China takes the BAT to FANG

Alex PollakPress

Just a few days ago, Alibaba Group, the Chinese on-line retailer, came within 1% of being the world’s most valuable retailer – with a market capitalisation of U$473b, its value was just US$4b lower than that of Amazon. Alibaba has been on a tear this year – it is up 95% since January, while Amazon is up 33%. But, importantly, Amazon has been flatlining ever since hitting US$1000/share in July.

It’s not just about Alibaba. The other two big Chinese internet stocks, Baidu and Tencent, have also been performing very strongly. Together, they make up BAT, in the same way the Facebook, Amazon, Netflix and Google make up FANG.

Netflix aside, the shareprice growth of the FANG companies has slowed a little, though they still certainly are very valuable companies. But Alibaba and Tencent are the outperformers in the year to date, as the chart below shows.

 

Tencent, the games, social media and ecommerce platform is up 85% this year, with Netflix only just beating Baidu in the past week after the former announced a price rise.

What is going on? Is the centre of on-line world moving east, toward China? Or is it just that China is a less developed market, and so has more growth?

Ride the subway in Beijing and watch everyone on their devices – playing games, interacting with friends, buying stuff. Sit in the office foyer and watch the flow of delivery companies bringing armfuls of parcels. In 2016, Alibaba stated it delivered 657m parcels for Single’s day, a 41% increase on the previous year. And this is just for the half of the population that are connected, so there is a lot to come (Internet penetration in China is below that of the US – just over 53%, while in the US it is over 95%. China GDP is now running at around two thirds of the US, at US$11.22 trillion, but growing at double the rate).

But there are other important factors as well. In the west, there are big visible companies spread throughout a number of industries including transport, tourism, financial services and retail – companies like Airbnb, Uber and Paypal. These companies compete relentlessly against other disruptors, and also with traditional offline-moving-online businesses like Hilton Hotels and the banks.

In China, the BAT companies are harvesting very significant value outside their core businesses – for example Tencent is very heavily invested in the banking sector through its huge payments business (which has over 600m active users), while Baidu has a large investment in on-line travel. Alibaba, like Amazon, has a massive presence in the cloud and logistics, but also a one third interest in Ant Financial, the payments business which is like paypal but very much bigger. Amazon doesn’t field a major competitor in the payments space.

Chinese in China are underbanked – only 80% of adults had a bank account in 2014, up from 65% in 2011, which is the reason it was so easy for Tencent to expand so quickly. Even for those who do have a bank account, the banking system is not the way most people transact in China – they prefer the convenience of the Tencent and Alibaba payments system. (The Australian banks, for the record, are on to this, and it is definitely helping them.) To get a picture of the size of Chinese banks relative to Australia, China has 5 banks in the global top 30 by market capitalisation, only one more than Australia.

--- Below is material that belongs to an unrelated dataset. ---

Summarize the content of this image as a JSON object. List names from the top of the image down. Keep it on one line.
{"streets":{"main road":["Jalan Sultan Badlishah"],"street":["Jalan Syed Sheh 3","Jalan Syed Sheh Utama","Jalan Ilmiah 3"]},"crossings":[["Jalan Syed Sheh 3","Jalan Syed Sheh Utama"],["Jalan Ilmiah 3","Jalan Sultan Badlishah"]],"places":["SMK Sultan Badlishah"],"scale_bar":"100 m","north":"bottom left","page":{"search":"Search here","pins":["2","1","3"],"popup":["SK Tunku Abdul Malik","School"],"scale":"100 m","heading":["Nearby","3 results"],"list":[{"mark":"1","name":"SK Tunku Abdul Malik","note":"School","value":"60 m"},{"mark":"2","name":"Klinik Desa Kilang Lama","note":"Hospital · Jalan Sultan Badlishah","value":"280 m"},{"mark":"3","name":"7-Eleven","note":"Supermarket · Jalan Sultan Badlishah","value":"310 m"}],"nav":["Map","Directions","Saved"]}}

Tencent and Alibaba also have a significant holding in Didi Chuxing, which effectively won the battle for the Chinese taxi service against Uber. The reach of the big three in China is larger, industry-wise, than that of FANG, with exposure to more industries.

Of course, the FANG companies are diversifying where they can – Google (Alphabet) has its life sciences division, Calico, while Amazon is moving into entertainment. But in the west a larger number of the adjacencies are completely separate businesses, with value not really captured by the big four.

It’s a furphy that the Chinese companies are not profitable – they all generate massive amounts of cash, like their western cousins, and are actively encouraged to deploy this cash into new industries – food delivery, entertainment and the like.

We have included these names as a core holding in our disruption portfolio since inception, on the basis that China, by virtue of size and growth, is a disruptor in its own right. We expect this will continue to mean strong performance.